(Beginning of Supplied material)
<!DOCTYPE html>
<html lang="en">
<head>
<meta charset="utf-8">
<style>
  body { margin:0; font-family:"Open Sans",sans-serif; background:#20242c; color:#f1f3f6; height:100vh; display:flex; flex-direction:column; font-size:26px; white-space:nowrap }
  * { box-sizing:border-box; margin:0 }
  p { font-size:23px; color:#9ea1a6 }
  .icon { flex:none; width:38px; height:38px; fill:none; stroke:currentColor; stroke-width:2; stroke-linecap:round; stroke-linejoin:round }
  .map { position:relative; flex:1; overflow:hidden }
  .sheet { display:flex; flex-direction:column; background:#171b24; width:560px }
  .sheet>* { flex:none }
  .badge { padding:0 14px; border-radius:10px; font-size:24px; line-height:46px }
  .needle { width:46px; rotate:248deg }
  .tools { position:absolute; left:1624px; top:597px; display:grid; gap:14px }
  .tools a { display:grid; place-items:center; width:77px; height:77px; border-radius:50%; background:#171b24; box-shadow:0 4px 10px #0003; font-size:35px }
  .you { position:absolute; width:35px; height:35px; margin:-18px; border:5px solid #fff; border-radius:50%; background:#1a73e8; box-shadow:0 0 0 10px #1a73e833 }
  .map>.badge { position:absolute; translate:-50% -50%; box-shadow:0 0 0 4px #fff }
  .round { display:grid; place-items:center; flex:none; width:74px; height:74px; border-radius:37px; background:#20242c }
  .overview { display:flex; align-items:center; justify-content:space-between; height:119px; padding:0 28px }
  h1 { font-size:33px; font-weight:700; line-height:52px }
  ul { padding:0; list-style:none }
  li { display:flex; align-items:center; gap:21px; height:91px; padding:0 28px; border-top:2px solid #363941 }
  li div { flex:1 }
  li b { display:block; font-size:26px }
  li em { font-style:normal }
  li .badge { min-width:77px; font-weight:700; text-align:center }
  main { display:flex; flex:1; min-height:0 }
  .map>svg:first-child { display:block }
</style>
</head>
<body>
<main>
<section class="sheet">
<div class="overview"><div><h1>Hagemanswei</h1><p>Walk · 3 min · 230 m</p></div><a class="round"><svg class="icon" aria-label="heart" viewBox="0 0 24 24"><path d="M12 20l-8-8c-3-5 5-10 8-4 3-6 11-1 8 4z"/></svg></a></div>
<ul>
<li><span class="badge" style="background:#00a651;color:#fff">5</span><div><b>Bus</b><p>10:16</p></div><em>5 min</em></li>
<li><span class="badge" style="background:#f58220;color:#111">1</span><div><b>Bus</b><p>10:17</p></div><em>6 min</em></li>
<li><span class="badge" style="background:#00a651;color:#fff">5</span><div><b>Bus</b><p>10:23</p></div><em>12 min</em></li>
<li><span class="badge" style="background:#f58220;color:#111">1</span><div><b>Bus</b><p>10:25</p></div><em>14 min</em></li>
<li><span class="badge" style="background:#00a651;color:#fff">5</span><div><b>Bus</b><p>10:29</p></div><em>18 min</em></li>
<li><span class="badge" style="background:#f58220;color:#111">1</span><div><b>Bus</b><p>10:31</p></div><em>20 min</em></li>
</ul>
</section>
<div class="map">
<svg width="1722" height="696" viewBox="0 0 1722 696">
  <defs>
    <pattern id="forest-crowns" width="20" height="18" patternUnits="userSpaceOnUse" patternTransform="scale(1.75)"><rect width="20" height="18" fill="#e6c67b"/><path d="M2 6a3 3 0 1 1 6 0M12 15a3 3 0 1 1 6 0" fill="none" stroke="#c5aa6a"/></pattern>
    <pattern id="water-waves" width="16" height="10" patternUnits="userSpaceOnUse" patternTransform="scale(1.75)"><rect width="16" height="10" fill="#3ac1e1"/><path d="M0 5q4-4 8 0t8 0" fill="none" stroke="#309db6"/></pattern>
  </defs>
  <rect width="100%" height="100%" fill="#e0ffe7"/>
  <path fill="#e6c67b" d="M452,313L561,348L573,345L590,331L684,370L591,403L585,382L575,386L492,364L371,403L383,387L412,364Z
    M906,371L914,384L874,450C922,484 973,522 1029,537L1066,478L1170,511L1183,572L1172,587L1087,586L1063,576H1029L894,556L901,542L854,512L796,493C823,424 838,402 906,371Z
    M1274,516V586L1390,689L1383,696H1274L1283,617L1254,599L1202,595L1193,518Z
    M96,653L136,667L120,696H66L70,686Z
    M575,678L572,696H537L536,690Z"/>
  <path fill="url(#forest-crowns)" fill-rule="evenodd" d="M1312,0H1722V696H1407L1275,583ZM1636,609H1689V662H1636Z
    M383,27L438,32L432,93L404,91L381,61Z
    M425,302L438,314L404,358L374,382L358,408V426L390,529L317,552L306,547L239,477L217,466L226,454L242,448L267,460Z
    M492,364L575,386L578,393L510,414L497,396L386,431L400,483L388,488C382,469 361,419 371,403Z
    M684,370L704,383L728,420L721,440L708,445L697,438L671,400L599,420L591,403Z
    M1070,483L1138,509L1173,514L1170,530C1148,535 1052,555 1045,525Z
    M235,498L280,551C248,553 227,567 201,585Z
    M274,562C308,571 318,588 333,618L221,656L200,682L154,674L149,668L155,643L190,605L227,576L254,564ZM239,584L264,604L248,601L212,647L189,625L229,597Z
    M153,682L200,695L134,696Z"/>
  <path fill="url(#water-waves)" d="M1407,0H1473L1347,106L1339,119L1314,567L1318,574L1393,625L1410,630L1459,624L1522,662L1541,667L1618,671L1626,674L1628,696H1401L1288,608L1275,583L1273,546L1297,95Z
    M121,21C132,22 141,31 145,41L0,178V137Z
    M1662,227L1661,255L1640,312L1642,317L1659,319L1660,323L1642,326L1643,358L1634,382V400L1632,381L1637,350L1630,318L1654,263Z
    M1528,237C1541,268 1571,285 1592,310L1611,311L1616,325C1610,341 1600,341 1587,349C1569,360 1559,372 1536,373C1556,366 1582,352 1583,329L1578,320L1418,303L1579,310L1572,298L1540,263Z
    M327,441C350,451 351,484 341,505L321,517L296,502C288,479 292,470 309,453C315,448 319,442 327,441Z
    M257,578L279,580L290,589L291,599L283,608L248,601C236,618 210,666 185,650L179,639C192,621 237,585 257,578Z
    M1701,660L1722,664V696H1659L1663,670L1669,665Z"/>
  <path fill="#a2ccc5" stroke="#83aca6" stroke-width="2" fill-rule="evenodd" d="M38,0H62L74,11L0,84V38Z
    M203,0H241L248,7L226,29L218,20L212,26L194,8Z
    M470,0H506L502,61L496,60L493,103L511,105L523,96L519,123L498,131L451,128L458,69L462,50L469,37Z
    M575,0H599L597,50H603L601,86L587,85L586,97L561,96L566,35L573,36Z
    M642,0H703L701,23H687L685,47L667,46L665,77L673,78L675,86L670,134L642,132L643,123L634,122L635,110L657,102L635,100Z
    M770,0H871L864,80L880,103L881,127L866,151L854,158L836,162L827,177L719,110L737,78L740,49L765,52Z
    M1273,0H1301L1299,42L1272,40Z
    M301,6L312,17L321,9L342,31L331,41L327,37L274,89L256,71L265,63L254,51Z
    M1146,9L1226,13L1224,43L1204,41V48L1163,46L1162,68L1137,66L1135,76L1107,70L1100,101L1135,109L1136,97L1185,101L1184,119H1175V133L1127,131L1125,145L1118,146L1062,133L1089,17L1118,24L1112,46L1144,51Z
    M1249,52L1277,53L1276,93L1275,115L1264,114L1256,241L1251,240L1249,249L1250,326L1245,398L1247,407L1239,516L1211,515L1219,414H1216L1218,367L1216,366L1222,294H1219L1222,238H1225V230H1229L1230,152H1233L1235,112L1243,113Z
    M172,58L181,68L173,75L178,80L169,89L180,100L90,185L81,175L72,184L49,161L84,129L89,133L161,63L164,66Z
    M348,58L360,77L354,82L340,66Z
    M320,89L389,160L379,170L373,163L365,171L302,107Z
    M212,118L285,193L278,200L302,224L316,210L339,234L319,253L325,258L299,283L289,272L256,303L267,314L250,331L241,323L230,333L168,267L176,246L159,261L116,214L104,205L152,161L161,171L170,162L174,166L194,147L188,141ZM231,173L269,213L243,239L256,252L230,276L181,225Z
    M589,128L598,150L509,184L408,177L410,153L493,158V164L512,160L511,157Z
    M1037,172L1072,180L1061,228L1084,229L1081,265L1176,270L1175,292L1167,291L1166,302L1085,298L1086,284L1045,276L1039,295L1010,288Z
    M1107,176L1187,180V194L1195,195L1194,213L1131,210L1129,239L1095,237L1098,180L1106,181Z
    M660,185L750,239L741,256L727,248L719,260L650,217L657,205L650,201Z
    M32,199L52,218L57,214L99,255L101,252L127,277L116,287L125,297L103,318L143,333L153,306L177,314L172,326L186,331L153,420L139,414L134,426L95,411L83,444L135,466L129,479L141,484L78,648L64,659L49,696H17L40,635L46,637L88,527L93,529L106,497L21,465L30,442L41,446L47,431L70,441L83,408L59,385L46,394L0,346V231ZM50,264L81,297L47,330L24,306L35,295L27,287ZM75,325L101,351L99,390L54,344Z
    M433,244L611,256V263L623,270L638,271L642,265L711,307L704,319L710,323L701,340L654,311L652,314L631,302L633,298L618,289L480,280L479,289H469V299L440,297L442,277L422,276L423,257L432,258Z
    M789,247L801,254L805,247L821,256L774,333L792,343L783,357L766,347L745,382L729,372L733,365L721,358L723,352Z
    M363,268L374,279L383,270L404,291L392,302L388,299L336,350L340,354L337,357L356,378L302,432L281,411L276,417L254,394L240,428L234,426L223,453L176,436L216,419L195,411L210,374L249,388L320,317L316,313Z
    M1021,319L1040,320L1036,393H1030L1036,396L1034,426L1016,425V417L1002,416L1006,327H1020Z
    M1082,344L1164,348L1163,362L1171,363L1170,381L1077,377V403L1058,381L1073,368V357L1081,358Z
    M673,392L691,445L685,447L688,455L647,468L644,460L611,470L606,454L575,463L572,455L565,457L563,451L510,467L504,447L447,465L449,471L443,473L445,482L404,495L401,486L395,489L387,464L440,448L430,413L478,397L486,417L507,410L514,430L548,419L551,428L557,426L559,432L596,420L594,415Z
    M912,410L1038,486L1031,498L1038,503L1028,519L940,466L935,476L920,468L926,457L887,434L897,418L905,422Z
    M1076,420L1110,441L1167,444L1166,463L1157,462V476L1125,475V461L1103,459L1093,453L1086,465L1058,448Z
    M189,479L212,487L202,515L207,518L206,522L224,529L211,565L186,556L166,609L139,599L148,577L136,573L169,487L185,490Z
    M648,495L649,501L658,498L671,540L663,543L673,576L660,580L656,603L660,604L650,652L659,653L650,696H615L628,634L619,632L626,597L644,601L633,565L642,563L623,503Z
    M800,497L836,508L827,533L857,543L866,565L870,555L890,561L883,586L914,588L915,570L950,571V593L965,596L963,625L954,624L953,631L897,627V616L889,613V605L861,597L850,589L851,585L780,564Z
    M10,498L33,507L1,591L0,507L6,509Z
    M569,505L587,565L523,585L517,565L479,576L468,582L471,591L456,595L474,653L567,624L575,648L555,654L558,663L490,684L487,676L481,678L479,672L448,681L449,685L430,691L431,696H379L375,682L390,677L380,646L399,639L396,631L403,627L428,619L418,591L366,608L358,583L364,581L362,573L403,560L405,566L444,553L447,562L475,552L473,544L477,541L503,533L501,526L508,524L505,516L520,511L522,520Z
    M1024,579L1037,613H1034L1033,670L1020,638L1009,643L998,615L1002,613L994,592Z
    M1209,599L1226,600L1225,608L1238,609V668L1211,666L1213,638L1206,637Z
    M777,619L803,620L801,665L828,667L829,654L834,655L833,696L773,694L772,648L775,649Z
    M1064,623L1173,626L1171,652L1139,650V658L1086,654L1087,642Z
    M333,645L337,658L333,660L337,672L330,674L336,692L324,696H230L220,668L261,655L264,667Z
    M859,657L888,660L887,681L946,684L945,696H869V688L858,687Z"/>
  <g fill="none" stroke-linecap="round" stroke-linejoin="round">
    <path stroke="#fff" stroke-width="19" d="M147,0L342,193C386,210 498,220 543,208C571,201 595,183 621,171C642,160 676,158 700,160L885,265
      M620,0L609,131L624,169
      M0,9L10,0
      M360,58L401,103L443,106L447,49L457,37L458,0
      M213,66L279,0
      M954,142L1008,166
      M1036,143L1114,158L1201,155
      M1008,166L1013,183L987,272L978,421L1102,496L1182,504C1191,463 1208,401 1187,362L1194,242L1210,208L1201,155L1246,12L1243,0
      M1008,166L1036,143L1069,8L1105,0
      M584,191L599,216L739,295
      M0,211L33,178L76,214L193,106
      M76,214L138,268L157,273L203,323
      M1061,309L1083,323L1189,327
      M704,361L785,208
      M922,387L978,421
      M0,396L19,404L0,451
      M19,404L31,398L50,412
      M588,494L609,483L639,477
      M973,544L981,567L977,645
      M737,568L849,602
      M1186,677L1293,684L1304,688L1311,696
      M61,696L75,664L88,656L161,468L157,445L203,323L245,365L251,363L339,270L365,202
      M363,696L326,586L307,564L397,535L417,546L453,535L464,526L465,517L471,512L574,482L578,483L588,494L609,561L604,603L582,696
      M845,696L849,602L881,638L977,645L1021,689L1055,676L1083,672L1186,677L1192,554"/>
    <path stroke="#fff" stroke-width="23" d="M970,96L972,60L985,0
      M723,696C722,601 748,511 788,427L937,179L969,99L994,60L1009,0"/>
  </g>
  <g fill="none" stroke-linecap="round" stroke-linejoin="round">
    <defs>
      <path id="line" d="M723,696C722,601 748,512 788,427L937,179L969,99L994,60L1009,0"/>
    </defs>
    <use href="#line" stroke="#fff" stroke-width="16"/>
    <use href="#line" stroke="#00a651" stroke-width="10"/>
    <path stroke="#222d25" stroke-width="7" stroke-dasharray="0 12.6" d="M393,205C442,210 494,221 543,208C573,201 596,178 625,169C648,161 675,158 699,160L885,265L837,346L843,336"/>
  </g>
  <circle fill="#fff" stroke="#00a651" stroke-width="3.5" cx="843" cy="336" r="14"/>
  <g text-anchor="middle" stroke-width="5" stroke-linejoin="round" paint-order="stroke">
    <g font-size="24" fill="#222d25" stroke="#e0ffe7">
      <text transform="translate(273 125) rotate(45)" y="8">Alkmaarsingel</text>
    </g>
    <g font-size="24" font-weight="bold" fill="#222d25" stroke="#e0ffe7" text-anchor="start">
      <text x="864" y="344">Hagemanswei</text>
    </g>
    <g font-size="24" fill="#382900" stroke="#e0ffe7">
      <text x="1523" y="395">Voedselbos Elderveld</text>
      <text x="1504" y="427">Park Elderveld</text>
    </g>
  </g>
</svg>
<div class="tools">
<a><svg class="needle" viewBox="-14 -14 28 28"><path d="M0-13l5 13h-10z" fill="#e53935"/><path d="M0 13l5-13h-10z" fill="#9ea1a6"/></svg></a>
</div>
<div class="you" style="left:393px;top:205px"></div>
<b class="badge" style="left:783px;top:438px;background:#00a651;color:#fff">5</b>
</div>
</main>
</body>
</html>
(End of Supplied material)
__Work task__
Set down, exactly as they appear, the lines above from the first one to the line that holds "flex:none; width:38px; height:38px;", both included, please, and no others.

__Solution__
<!DOCTYPE html>
<html lang="en">
<head>
<meta charset="utf-8">
<style>
  body { margin:0; font-family:"Open Sans",sans-serif; background:#20242c; color:#f1f3f6; height:100vh; display:flex; flex-direction:column; font-size:26px; white-space:nowrap }
  * { box-sizing:border-box; margin:0 }
  p { font-size:23px; color:#9ea1a6 }
  .icon { flex:none; width:38px; height:38px; fill:none; stroke:currentColor; stroke-width:2; stroke-linecap:round; stroke-linejoin:round }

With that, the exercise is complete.